Diante dessa situação, os passageiros têm trocado a revolta pelo medo e resignação. ''No começo, as pessoas reclamavam mais, se exaltavam mais. Agora, principalmente depois do acidente, acho que elas entenderam que a gente não pode fazer nada'', comentou Rebeca Fernandes Barbosa, vendedora de uma gência de viagens com expediente dentro do aeroporto. Rebeca observa também que os passageiros têm tentado se prevenir. ''Muitos nem têm vindo ao aeroporto. Ligam antes para saber do vôo; eles mesmos já tomam a iniciativa de transferir para outra data, resolvem ir de carro ou cancelam a viagem e ficam com o crédito da passagem para usar em outra ocasião'', contou, acrescentando que, com isso, o movimento dentro do aerporto de Londrina diminuiu bastante desde segunda-feira.

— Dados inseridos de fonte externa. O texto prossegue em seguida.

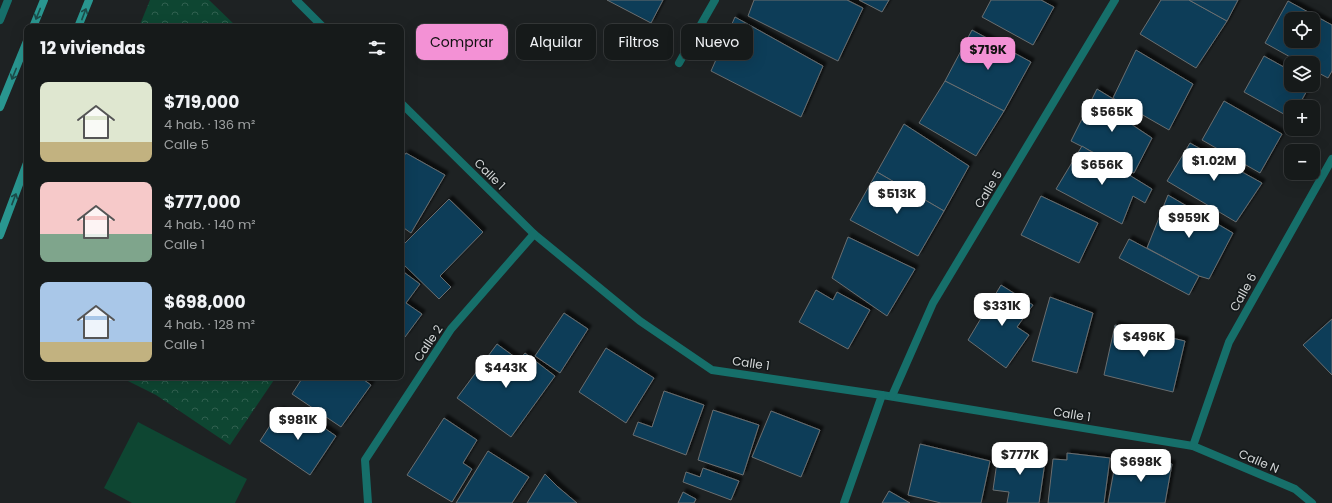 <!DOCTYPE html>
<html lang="es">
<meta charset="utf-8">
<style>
:root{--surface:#161a1a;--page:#232727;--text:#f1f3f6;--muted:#9ea1a2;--line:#353839;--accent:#f391d5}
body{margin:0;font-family:Poppins,sans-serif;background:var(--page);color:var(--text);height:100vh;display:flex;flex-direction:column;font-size:15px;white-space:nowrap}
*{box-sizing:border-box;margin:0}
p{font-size:13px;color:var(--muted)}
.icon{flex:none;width:22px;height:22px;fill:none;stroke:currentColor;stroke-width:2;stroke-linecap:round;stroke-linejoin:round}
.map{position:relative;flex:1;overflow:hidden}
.panel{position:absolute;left:24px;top:24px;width:380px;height:356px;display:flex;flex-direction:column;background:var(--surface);border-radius:8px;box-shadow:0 4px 16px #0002,0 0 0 1px var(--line)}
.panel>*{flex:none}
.guide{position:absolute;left:416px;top:24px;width:380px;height:36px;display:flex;gap:8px}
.controls{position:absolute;left:1284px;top:12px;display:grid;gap:8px}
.controls a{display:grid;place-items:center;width:36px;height:36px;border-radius:8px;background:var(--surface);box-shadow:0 4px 16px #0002,0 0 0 1px var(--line);font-size:20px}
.price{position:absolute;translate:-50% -34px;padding:0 9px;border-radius:8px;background:#fff;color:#222;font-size:13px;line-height:26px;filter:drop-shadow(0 1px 2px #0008)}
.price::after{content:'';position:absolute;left:50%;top:24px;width:12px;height:9px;margin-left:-6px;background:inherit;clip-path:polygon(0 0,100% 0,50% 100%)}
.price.current{background:var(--accent);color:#111}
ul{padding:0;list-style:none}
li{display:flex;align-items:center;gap:12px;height:100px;padding:0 16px}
li span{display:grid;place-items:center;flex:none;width:112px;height:80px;border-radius:8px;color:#555}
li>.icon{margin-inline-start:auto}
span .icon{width:48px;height:48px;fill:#fffc;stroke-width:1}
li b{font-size:17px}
h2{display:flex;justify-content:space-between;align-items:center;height:48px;padding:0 16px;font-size:17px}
.chip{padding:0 14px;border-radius:8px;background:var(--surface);box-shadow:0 4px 16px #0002,0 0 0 1px var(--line);font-size:14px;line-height:36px}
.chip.current{background:var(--accent);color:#111}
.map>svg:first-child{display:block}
</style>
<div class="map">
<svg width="1332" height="503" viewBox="0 0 1332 503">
<defs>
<pattern id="park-crowns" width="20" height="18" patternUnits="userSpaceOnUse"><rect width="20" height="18" fill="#0e4632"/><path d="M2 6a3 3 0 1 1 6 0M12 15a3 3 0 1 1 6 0" fill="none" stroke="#30604f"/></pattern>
<filter id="shadow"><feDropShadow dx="3.5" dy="-3.5" stdDeviation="1" flood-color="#0009"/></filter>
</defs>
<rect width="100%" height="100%" fill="#1e2223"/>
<!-- park -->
<g fill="url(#park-crowns)">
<polygon points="150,0 209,0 237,27 139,27"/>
<polygon points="120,377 276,377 230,445 156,395"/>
</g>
<!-- pitch -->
<polygon fill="#0e4632" points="138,422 247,479 235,503 132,503 104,488"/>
<!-- building -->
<g fill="#0c3d58" stroke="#6a6e70" fill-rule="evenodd" filter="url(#shadow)">
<polygon points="607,0 663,0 651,23"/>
<polygon points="754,0 847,0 863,8 838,61 748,16"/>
<polygon points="859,0 889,0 882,12"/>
<polygon points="991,0 1041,0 1054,7 1033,45 982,17"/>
<polygon points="1161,0 1189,0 1227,21 1196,68 1140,34"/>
<polygon points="1189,0 1238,0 1227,21"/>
<path d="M1288,1L1332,25V71L1328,78L1313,70V63H1301L1265,43ZM1291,19H1313V41H1291Z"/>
<polygon points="735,17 823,66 801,117 711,71"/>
<polygon points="972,30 1031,62 1004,111 945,81"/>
<polygon points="1136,50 1193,84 1169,130 1113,98"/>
<polygon points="1264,56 1291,71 1291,85 1310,85 1298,107 1291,107 1291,118 1244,92"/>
<polygon points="945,81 1004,111 976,156 919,123"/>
<polygon points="1097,89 1133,111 1128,122 1152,138 1134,173 1071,141"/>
<polygon points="1224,101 1282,134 1260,173 1202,140"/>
<polygon points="904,124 969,166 944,211 877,172"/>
<polygon points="1190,143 1262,183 1236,222 1167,181"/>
<polygon points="1082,146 1152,189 1145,203 1133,196 1122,224 1056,189"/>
<polygon points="406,153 445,175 411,233 401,226 401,160"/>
<polygon points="877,172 944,211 918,256 850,220"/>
<polygon points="1168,195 1233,233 1209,279 1199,276 1147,248"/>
<polygon points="1041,196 1098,223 1079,263 1021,235"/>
<polygon points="449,199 483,232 440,276 451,287 439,299 401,262 401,247"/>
<polygon points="848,237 915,269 887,316 832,278"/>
<polygon points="1129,239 1199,276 1189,295 1119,258"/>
<polygon points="401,270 420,284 406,303 422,314 405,337 401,334"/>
<polygon points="1001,285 1033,305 1017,327 1029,335 1006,368 968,340"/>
<polygon points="816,290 833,300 837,292 870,310 848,349 799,322"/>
<polygon points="1050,297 1093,313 1077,373 1032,361"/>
<polygon points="564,313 588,329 560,373 535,356"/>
<polygon points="1332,319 1332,375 1303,345"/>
<polygon points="1115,325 1185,341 1173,392 1104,375"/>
<polygon points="497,344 519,360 525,353 555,376 511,437 457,398"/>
<polygon points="606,348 654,378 626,423 579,392"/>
<polygon points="303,377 360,377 371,385 341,427 292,394"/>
<polygon points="664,391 704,405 686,455 633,435 638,422 652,427"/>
<polygon points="280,410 301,424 307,416 336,436 310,475 260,441"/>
<polygon points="713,410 759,425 743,475 698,460"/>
<polygon points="771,411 820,430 801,477 752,457"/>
<polygon points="444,418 477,440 463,463 472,469 452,502 407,475"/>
<polygon points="920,444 990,461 981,503 941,503 908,495"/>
<polygon points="999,448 1046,455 1039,503 1007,503 1009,492 993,490"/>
<polygon points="488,451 529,477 512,503 456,503"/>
<polygon points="1067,453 1110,458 1104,503 1048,503 1053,459 1067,460"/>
<polygon points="1136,458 1172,464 1165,503 1108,503 1114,470 1133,473"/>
<polygon points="703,468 739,481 731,500 683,482 686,472 700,477"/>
<polygon points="545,474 558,487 577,503 527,503"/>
<polygon points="889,491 910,503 882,503"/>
<polygon points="683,492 696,499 694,503 678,503"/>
</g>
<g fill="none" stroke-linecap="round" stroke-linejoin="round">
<!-- lane -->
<polyline stroke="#166f6a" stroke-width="8" points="0,20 8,0"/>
<!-- street -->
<g stroke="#166f6a" stroke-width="8">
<polyline points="296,0 323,27"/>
<polyline points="679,63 715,0"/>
<polyline points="401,103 534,234 640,321 712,370 882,395 1193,446 1295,489 1312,503"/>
<polyline points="892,396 933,303 1115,0"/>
<polyline points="1193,446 1229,342 1332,159"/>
<polyline points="368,503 365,460 451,329 534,234"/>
<polyline points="844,503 882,395"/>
</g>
<!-- secondary -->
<g stroke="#299690" stroke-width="8">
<polyline points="33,27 44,0"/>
<polyline points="78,27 89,0"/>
<polyline points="0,107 27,41"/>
<polyline points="0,235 27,163"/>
</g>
</g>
<!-- one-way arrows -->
<defs><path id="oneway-shaft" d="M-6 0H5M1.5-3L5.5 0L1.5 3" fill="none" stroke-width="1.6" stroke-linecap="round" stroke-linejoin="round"/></defs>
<g stroke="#1c4b49">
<use href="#oneway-shaft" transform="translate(38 14) rotate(112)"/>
<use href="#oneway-shaft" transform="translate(84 14) rotate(-69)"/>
<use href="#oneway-shaft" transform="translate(14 74) rotate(112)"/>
<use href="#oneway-shaft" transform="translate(14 199) rotate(-69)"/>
</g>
<g text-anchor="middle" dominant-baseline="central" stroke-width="3.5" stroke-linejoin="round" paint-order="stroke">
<!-- street labels -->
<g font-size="12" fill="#d3d6d7" stroke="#14191a">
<text transform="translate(490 174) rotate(45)">Calle 1</text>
<text transform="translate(988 189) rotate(-59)">Calle 5</text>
<text transform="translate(1243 292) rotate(-61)">Calle 6</text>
<text transform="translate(428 343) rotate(-56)">Calle 2</text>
<text transform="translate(751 363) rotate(8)">Calle 1</text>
<text transform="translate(1072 414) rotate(9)">Calle 1</text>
<text transform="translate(1259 461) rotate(23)">Calle N</text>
</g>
</g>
</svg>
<div class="controls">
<a><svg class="icon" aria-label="locate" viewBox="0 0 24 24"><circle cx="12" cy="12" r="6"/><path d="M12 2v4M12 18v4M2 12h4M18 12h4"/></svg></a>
<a><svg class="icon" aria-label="layers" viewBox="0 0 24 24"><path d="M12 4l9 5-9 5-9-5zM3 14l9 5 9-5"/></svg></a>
<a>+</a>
<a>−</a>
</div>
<b class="price current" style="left:988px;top:71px">$719K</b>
<b class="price" style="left:1112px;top:133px">$565K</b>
<b class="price" style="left:1214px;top:182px">$1.02M</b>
<b class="price" style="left:1102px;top:186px">$656K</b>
<b class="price" style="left:897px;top:215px">$513K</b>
<b class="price" style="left:1189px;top:239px">$959K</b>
<b class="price" style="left:1002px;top:327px">$331K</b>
<b class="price" style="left:1144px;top:358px">$496K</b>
<b class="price" style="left:506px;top:389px">$443K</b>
<b class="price" style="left:298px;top:441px">$981K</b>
<b class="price" style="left:1020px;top:476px">$777K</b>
<b class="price" style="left:1141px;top:483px">$698K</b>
<div class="guide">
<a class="chip current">Comprar</a>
<a class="chip">Alquilar</a>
<a class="chip">Filtros</a>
<a class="chip">Nuevo</a>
</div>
<section class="panel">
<h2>12 viviendas<svg class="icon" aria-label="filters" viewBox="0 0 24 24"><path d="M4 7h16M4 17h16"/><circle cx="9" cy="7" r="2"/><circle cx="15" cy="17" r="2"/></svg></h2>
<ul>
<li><span style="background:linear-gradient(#dfe7d0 75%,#c2b280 0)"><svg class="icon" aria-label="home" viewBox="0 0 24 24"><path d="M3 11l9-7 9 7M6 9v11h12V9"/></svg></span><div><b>$719,000</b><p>4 hab. · 136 m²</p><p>Calle 5</p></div></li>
<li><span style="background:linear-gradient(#f6c9c9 65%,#7fa58c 0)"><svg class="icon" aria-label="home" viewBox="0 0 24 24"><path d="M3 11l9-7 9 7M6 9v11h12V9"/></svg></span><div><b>$777,000</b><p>4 hab. · 140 m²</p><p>Calle 1</p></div></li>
<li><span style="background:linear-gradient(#a9c7e8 75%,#c2b280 0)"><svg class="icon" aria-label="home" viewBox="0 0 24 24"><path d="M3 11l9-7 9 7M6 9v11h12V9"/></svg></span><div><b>$698,000</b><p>4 hab. · 128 m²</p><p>Calle 1</p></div></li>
</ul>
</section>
</div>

Para Andressa Lima, vendedora da mesma agência, pior do que enfrentar a fúria dos passageiros é saber que não há muito o que fazer. ''Teve um angolano que precisava ir visitar a filha doente em Ruanda, e não conseguiu embarcar. A mãe de uma passageira morreu, e ela não podia mudar a passagem para dali a dois dias. A gente tem dó, mas o pior é se sentir completamente impotente diante de situações como essas'', lamentou.
Neusa Almeida, atendente em um quiosque de café, já passou por várias situações constrangedoras. ''A gente escuta cada coisa! Não são todos, mas alguns ficam muito nervosos e vêm descontar na gente, fazem comentários grosseiros. Eu sou uma pessoa calma, então nem ligo e continuo meu trabalho'', revelou. Ela conta que o clima ficou um pouco mais tenso no aeroporto. ''Algumas pessoas não querem papo, outras já querem desabafar. Ontem tinha uma senhora indo para Manaus, veio para cá depois de passar oito horas dentro de um ônibus, e estava viajando desde as 5 horas do dia anterior. Não tinha lugar para tomar banho, estava com olheira. Fiquei com muita pena. Não sei aonde ela foi, mas acho que deve estar em algum aeroporto por aí'', contou.
A reportagem tentou conversar com atendentes da TAM, da Gol e do balcão de informações do aeroporto, mas nenhum desses funcionários tinha autorização para falar com a imprensa. Nem sobre como tem sido trabalhar no aeroporto nas últimas semanas. Um funcionário da Trip limitou-se a comentar que, como a empresa não opera em Congonhas, o problema não tem repercutido muito em seu balcão.